Cummings, S. T. (2019, December 30). Puppets: Still Very Much a Thing. AMERICAN THEATRE. https://www.americantheatre.org/2015/06/24/puppets-still-very-much-a-thing/
“If a performance is mediated by focus on an object and its manipulation,” Bell says, “then to my mind it is in the realm of the puppet.”
“The puppet lives in the audience’s imagination. We try to steer that, and perhaps persuade it to go somewhere exciting, but to be honest we don’t have a huge amount of control over it.”
“Puppetry today is a mashup of work. The field has such plurality. And audiences love that.”
“They only exist in the present of performance.
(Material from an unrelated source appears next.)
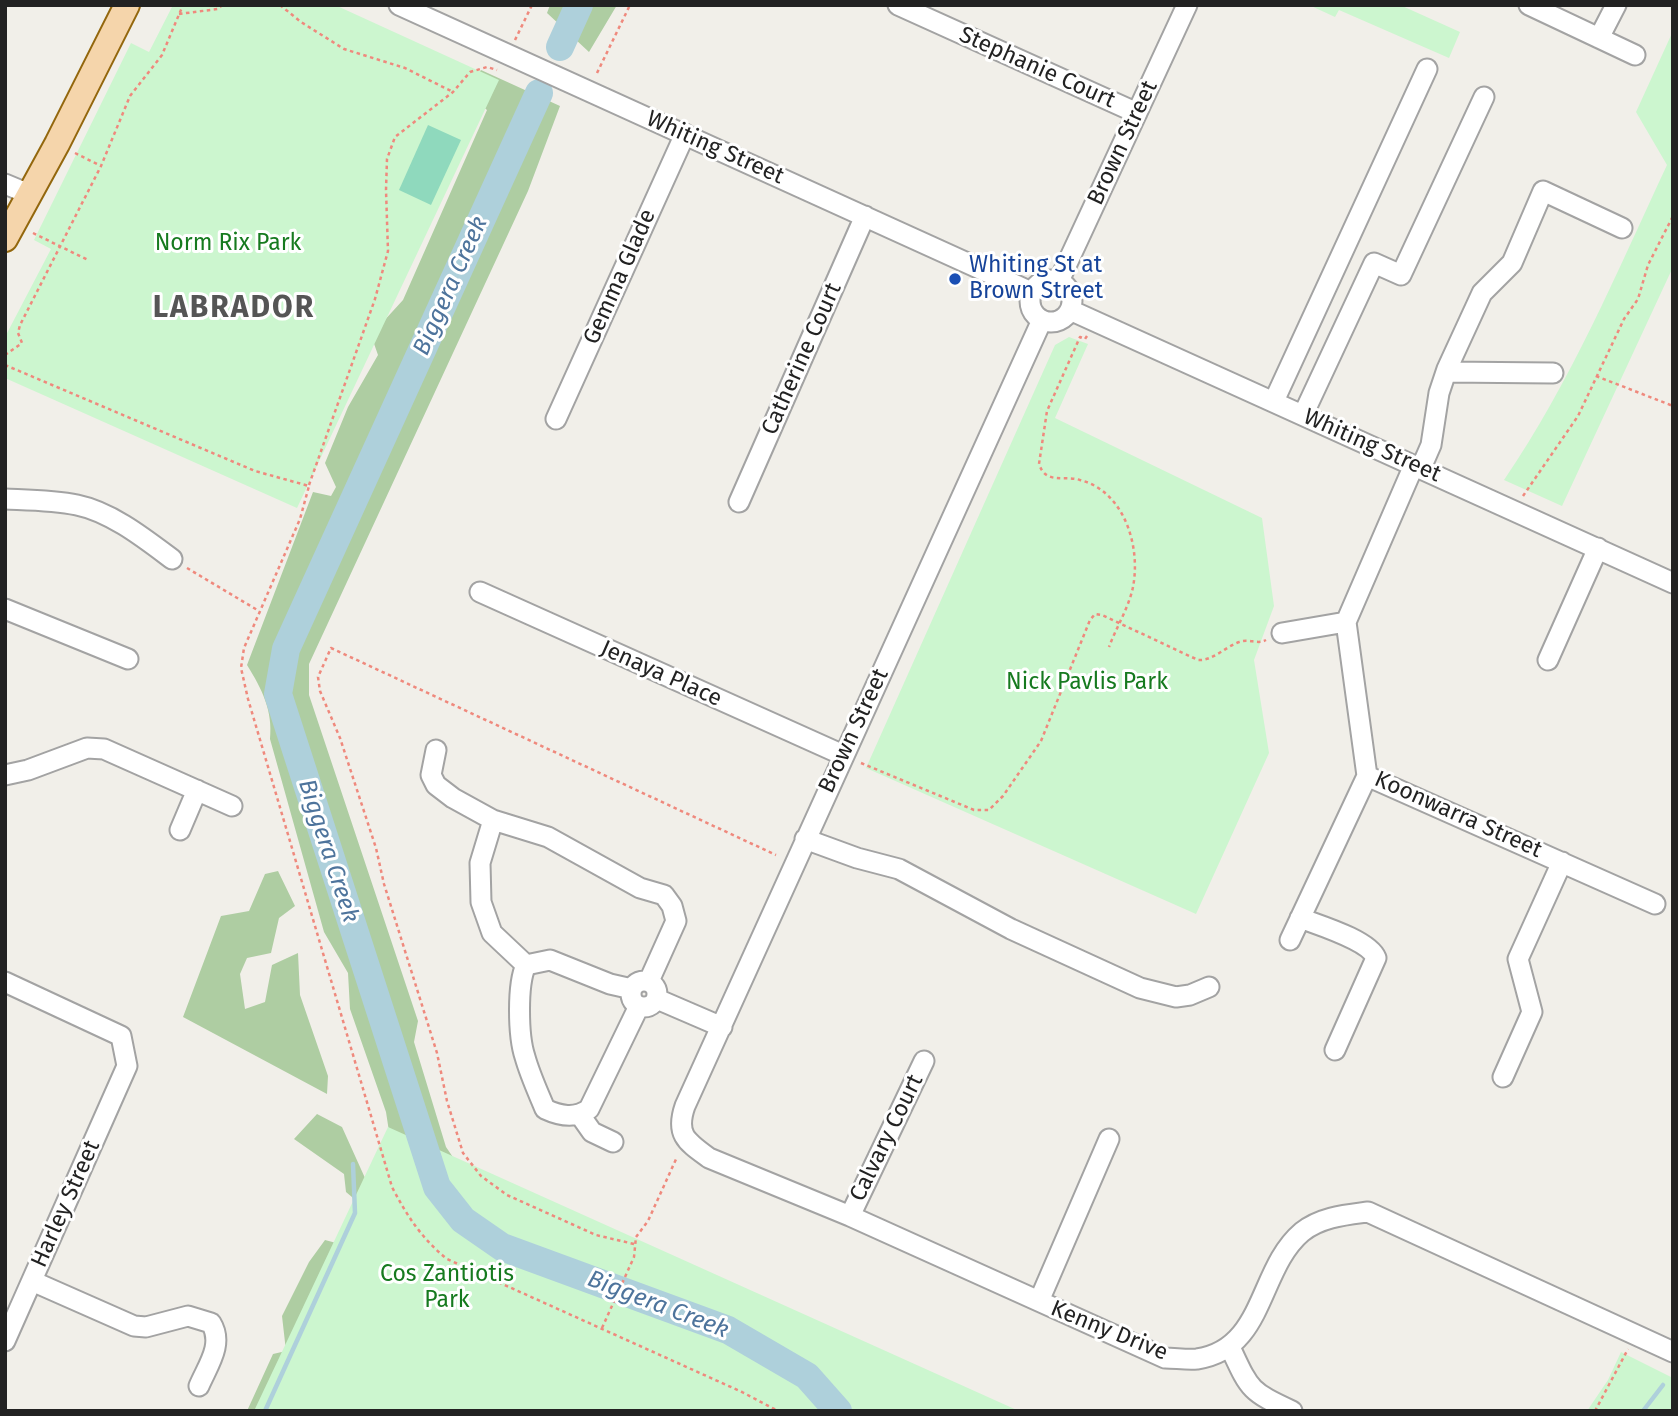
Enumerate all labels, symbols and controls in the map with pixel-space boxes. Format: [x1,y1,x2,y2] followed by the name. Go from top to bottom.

And that makes them agents of presence.”
Summary This article includes many examples of puppet festivals, which will be useful when providing examples of puppet performances that experimented. The article touches on the relationship between human and puppet, claiming that puppets can determine their own stories as long as the puppeteer lets them tell the story. In other words, puppets can teach humans a lot about real and inanimate life. Certain productions reveal different concepts about storytelling, masks, etc. The article also dives into the performance aspect of puppeteering and how the puppet shape’s the audience’s interpretation to be whatever they allow themselves to believe. There is a certain kind of magic that comes with a puppet performance because the puppets are alive at that moment, but do not continue to live afterward. They only perform when the puppeteer does and that makes them, as Dan Hurlin states, “agents of presence.” Additionally, puppet theatre allows for open interpretation, which is uniquely beautiful.
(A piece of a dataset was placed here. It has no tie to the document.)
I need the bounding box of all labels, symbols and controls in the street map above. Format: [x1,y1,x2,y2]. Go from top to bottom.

Eprints.worc.ac.uk. (n.d.). Retrieved October 21, 2021, from https://eprints.worc.ac.uk/5218/1/The%20Theatricality%20of%20Objects.pdf
Summary This article explores ‘object theatre’ and how artists can work with objects in a way that includes them as characters and important parts of the story, rather than just props. It digs deeper than puppetry theatre because it explores how seemingly dull objects can be utilized to tell intricate stories. The performer can work with the object as a co-actor of sorts rather than just using it as a concrete object. Objects can disrupt or transform a scene in ways that are withdrawn by humans-the interpretation of these objects is entirely up to the humans working with or watching them-that is what makes them so versatile and interesting. The article also urges audience members to view objects in theatre in a more inclusive and curious light, constantly wondering how they impact the show and what their relation to the characters is. Actors also must consider their relationship to the object that they interact with and how that may be made more personal or interesting. Ultimately, one must consider what separates a human from an object and what the line is between the real world and the inanimate world.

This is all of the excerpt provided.